LL(k) Parsers

A LL(k) parser is a multi-token lookahead Recursive Descent parser. This means it works by trying to predict which production to match next wihout consuming tokens from the input stream.

Predictive parsing is in simple terms trying to match each input with the production that is predicted to be the proper in order to success. Predictions are done via lookahead. Lookahead is a recods of one or more next tokens in the stream not consumed yet. Lookahead of a parser is tested against the lookahead set of each of the productions, until i t sufficiently knows which production is proper. A lookahead set is a record of all lookaheads that are suitable to make the parser invoke a specific production.

For example consider this simple garmmar of a single rule with two productions:

rule: A
    | B
    ;

We're running an LL(1) parser with this grammar against this part of an input stream

... B A ...

When the parser reaches the token B, the lookahead of the parser is { B }. The parser must know which production is next to invoke to cop with the current position in the stream. To make a wise decision, the parser has to test the lookahead against each of the possible lookahead sets. The LL(1) lookahead set of the first production is clearly { A }, of the LL(1) lookahead set of the second production is clearly { B }. First we test the lookahead set of the first production: is { B } ⊆ { A } satisfied? no ... No problems, we have more sets awaiting. Now for the second production: is { B } ⊆ { B } satisfied? yes! Nice, now we have enough information to predict that the second prodctuction is what next. A simple code that makes this decision would be similar to:

if A == lookahead
	// first production 
else if B == lookahead
	// second production
else
	fail

Basically this is how a recursive descent parser works. It tries to predict what to do next by analyzing what's next in the stream. In order for a recursive descent parser to work properly, it must always know what's next in the stream and update it whenever it consumes a token. So, for the exampel above, after B is consumed by rule2 the lookahead of the parser becomes { A }.

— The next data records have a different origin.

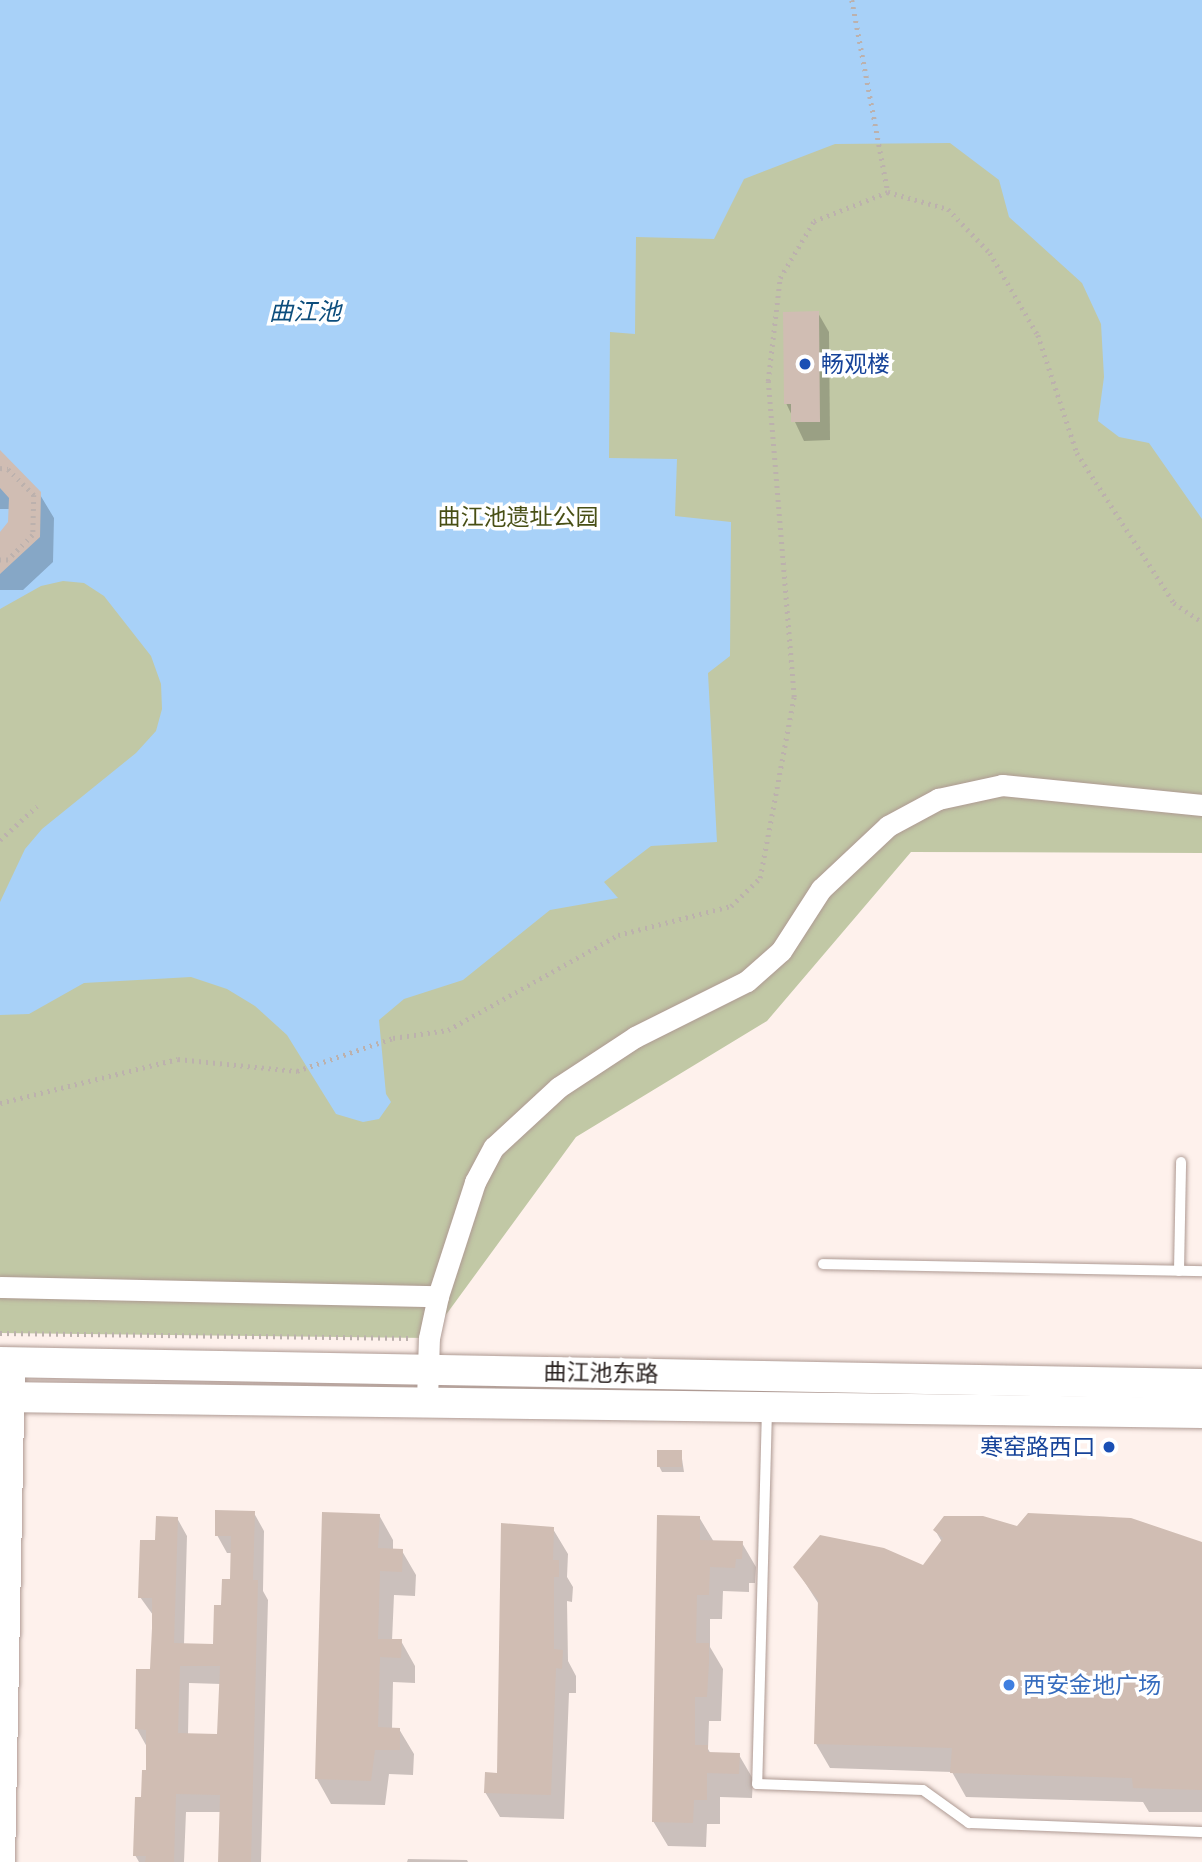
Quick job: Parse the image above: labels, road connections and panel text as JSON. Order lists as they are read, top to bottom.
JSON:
{
  "streets": {
    "main road": ["曲江池东路"]
  },
  "water": ["曲江池"],
  "parks": ["曲江池遗址公园"],
  "places": ["畅观楼", "寒窑路西口", "西安金地广场"]
}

Can a LL(1) parser cop with all LL(k) grammars? To answers this question, let's consider another LL(k) grammar:

rule: X A
    | X B
    ;

We're running an LL(1) parser with this grammar against this part of an input stream

... X B ...

Obviously the parser should invoke rule2. Or would it? Let's go over the procedure again. when the parser reaches the X token, the looahead of the parser is { X } (!!). The LL(1) lookahead set of the first production is { X }, and also of the second production is { X }. So the first test { X } ⊆ { X } would be satisfied for the first production, the first production would be invoked and eventually would fail when it tries to match A while B would be there looking for problems. Problems similar to this are often called None-determinism, and the clashing productions are called Ambiguous.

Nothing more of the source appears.